Почвенные условия. На залежи и сенокосе представлены осушенные низинные торфяные почвы. Ботанический состав торфа верхних 10 см отражает современную растительность: преобладают остатки корней злаков и крапивы (на залежи). Глубже – низинные древесно-травяные и древесные торфа: преобладают остатки ольхи, встречаются остатки березы, ивы, сосны и ели, отмечен эпидермис осок и камыша. Степень разложения на залежи и сенокосе менялась слабо: в среднем 35 и 50% в слое 0–30 см; 55 и 75% в слое 30–50 см соответственно. Влажность торфа (%) варьировала от (150 ± 84)–(178 ± 43) в верхнем (0–20 см) до (280 ± 134)–(340 ± 20) в нижнем (30–50 см) слое и плавно росла с глубиной на обоих участках (рис. 1). Плотность сложения существенно не менялась по профилю и варьировала от 0.19 ± 0.06 до 0.27 ± ± 0.04 г/см3 на обоих участках. Зольность в слое 0–20 см была немного меньше на сенокосе, чем на залежи (24 ± 8 и 39 ± 1%), а в слое 30–50 см наоборот – 21 ± 2 и 8 ± 1%. Незначительное повышение зольности на глубинах 30–50 см на сенокосе в сравнении с залежью слабо отражалось на содержании C и N в этом горизонте: 42–47 и 2.6–2.5% соответственно. В слое 40–50 см отмечено незначительное повышение содержания серы на сенокосе в сравнении с залежью – 0.8 и 0.5% соответственно. Отношение C : N не отличалось на сенокосе и залежи и слабо росло с глубиной: от 13.6 (0–10 см) до 19.3 (40–50 см) в среднем на обоих участках.

Рис. 1.

Влажность, плотность сложения и зольность почвы, cодержание углерода, азота в почве, соотношение C : N: залежь – темный тон, сенокос – светлый. То же на рис. 2–10.

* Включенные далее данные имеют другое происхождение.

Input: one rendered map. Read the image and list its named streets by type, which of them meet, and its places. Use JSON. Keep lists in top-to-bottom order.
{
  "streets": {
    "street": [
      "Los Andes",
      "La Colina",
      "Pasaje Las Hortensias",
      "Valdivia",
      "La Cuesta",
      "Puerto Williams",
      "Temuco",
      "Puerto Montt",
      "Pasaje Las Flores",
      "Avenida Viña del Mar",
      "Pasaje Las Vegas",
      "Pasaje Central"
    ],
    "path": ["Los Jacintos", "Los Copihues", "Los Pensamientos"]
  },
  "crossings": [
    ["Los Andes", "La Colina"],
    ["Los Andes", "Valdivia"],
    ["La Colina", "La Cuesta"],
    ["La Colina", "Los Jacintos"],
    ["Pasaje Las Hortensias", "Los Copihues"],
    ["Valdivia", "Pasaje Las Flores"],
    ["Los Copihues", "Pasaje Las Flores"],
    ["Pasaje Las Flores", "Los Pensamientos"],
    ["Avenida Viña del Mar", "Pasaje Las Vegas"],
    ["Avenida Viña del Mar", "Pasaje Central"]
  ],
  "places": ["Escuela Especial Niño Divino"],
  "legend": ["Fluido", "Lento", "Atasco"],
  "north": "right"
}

Подземная и надземная фитомасса. На рис. 2 показаны изменения НФМ на залежи и сенокосе в 2019 г. в пересчете на сухое вещество. Вертикальной сплошной линией отмечена дата кошения на сенокосе – 24.08.19. На залежи 27.09.19 (пунктирная линия) впервые за несколько лет было проведено кошение для улучшения состояния травостоя. НФМ до кошения в 2019 г. слабо отличалась на обоих участках: возрастала с 24 в апреле до 267 г/м2 в июне на залежи и с 39 в апреле до 199 г/м2 в июле на сенокосе. После кошения 24 августа НФМ на сенокосе составила 32, спустя месяц, 27 сентября – 72 г/м2. В 2018 г. при более раннем кошении (28 июля) НФМ спустя 1 мес. (28 августа) на сенокосе составила 138 г/м2, т.е. в значительной степени восстановилась (например, в мае и июле 2019 г. она была лишь незначительно больше – 177 и 199 г/м2 соответственно). В августе 2018 г. НФМ на залежи составляла 368 г/м2.

Рис. 2.

Накопление надземной (круг) и подземной (квадрат) фитомассы растений на залежи и сенокосе (2019 г.).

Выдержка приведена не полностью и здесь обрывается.